-- ASSIGNMENT --
I'd like the entire listing output verbatim, apart from the pictures.
◇ ◇ ◇ ◇ ◇ ◇ ◇
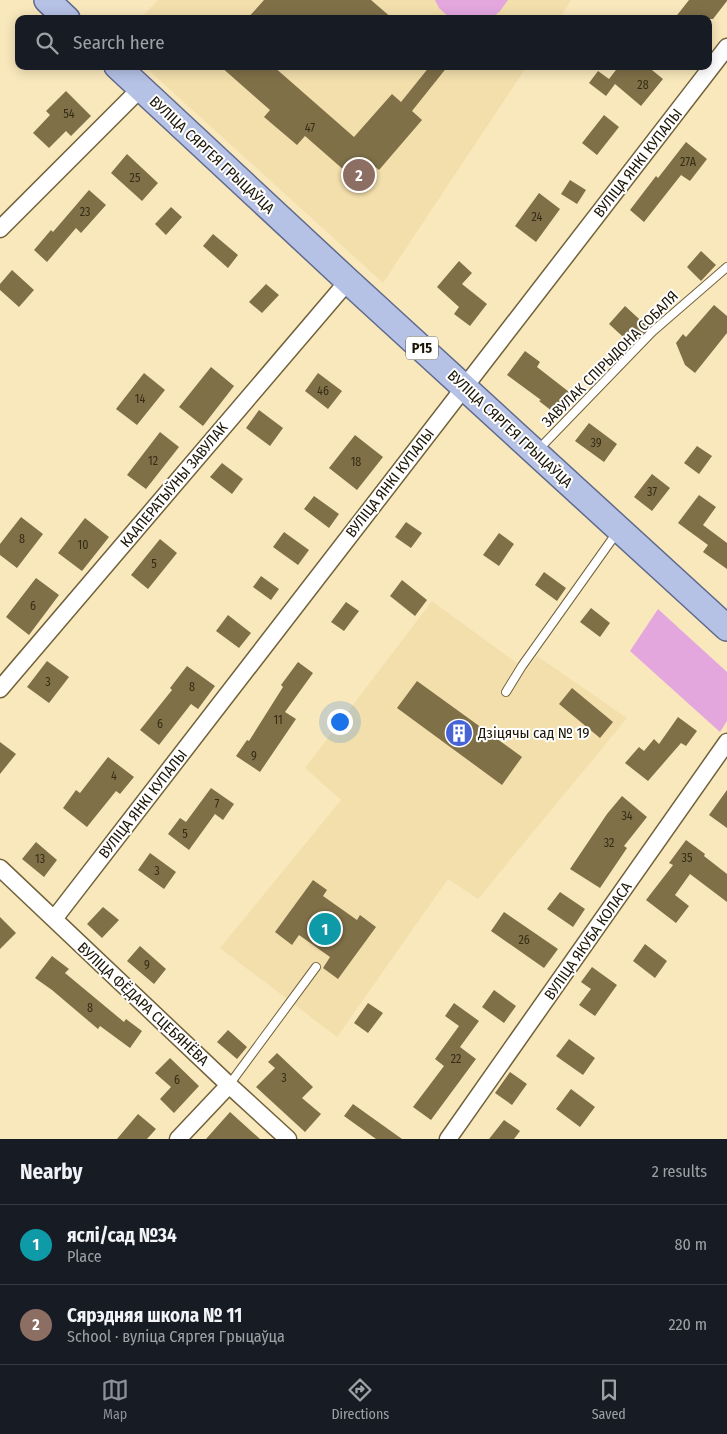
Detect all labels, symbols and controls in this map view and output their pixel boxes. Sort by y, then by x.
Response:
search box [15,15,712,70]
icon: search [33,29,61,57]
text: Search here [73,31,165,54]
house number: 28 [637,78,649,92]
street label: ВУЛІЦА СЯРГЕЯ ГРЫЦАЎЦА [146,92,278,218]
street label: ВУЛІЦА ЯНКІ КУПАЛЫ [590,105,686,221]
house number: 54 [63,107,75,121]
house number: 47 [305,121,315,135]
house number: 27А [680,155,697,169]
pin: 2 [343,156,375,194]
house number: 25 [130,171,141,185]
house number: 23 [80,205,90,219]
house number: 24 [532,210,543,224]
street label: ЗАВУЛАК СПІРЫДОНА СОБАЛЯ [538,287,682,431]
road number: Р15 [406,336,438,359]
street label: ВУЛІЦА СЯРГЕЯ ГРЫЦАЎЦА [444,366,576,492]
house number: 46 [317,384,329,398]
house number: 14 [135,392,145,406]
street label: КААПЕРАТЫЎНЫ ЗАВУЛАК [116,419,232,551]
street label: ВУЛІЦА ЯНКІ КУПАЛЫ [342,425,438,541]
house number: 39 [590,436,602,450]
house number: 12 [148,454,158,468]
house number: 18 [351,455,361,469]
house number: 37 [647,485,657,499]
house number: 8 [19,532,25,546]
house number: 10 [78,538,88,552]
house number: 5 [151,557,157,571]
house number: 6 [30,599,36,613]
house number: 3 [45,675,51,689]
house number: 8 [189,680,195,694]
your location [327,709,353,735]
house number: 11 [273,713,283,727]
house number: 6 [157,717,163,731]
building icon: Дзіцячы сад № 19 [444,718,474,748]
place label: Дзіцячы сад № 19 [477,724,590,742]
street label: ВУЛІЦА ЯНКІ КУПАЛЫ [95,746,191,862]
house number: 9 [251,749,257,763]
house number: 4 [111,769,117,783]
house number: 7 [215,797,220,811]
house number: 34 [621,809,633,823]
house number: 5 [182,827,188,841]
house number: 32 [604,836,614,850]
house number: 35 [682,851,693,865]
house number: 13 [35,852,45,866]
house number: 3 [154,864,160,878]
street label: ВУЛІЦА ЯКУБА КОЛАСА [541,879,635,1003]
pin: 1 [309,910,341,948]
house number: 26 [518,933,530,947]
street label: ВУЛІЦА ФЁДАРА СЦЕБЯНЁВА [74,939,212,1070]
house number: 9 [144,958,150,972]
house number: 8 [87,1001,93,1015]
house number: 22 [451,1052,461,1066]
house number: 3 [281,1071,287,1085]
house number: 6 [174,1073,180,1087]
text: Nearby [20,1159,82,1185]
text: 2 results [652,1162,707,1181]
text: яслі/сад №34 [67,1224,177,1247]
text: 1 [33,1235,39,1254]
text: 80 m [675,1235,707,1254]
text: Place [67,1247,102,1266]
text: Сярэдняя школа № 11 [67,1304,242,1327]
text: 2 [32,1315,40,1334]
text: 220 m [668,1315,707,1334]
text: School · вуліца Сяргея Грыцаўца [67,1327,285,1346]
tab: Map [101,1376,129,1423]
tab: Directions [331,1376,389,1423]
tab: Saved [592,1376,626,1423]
◇ ◇ ◇ ◇ ◇ ◇ ◇
-- ANSWER TO THE EXERCISE --
Detect all labels, symbols and controls in this map view and output their pixel boxes. Sort by y, then by x.
Response:
search box [15,15,712,70]
icon: search [33,29,61,57]
text: Search here [73,31,165,54]
house number: 28 [637,78,649,92]
street label: ВУЛІЦА СЯРГЕЯ ГРЫЦАЎЦА [146,92,278,218]
street label: ВУЛІЦА ЯНКІ КУПАЛЫ [590,105,686,221]
house number: 54 [63,107,75,121]
house number: 47 [305,121,315,135]
house number: 27А [680,155,697,169]
pin: 2 [343,156,375,194]
house number: 25 [130,171,141,185]
house number: 23 [80,205,90,219]
house number: 24 [532,210,543,224]
street label: ЗАВУЛАК СПІРЫДОНА СОБАЛЯ [538,287,682,431]
road number: Р15 [406,336,438,359]
street label: ВУЛІЦА СЯРГЕЯ ГРЫЦАЎЦА [444,366,576,492]
house number: 46 [317,384,329,398]
house number: 14 [135,392,145,406]
street label: КААПЕРАТЫЎНЫ ЗАВУЛАК [116,419,232,551]
street label: ВУЛІЦА ЯНКІ КУПАЛЫ [342,425,438,541]
house number: 39 [590,436,602,450]
house number: 12 [148,454,158,468]
house number: 18 [351,455,361,469]
house number: 37 [647,485,657,499]
house number: 8 [19,532,25,546]
house number: 10 [78,538,88,552]
house number: 5 [151,557,157,571]
house number: 6 [30,599,36,613]
house number: 3 [45,675,51,689]
house number: 8 [189,680,195,694]
your location [327,709,353,735]
house number: 11 [273,713,283,727]
house number: 6 [157,717,163,731]
building icon: Дзіцячы сад № 19 [444,718,474,748]
place label: Дзіцячы сад № 19 [477,724,590,742]
street label: ВУЛІЦА ЯНКІ КУПАЛЫ [95,746,191,862]
house number: 9 [251,749,257,763]
house number: 4 [111,769,117,783]
house number: 7 [215,797,220,811]
house number: 34 [621,809,633,823]
house number: 5 [182,827,188,841]
house number: 32 [604,836,614,850]
house number: 35 [682,851,693,865]
house number: 13 [35,852,45,866]
house number: 3 [154,864,160,878]
street label: ВУЛІЦА ЯКУБА КОЛАСА [541,879,635,1003]
pin: 1 [309,910,341,948]
house number: 26 [518,933,530,947]
street label: ВУЛІЦА ФЁДАРА СЦЕБЯНЁВА [74,939,212,1070]
house number: 9 [144,958,150,972]
house number: 8 [87,1001,93,1015]
house number: 22 [451,1052,461,1066]
house number: 3 [281,1071,287,1085]
house number: 6 [174,1073,180,1087]
text: Nearby [20,1159,82,1185]
text: 2 results [652,1162,707,1181]
text: яслі/сад №34 [67,1224,177,1247]
text: 1 [33,1235,39,1254]
text: 80 m [675,1235,707,1254]
text: Place [67,1247,102,1266]
text: Сярэдняя школа № 11 [67,1304,242,1327]
text: 2 [32,1315,40,1334]
text: 220 m [668,1315,707,1334]
text: School · вуліца Сяргея Грыцаўца [67,1327,285,1346]
tab: Map [101,1376,129,1423]
tab: Directions [331,1376,389,1423]
tab: Saved [592,1376,626,1423]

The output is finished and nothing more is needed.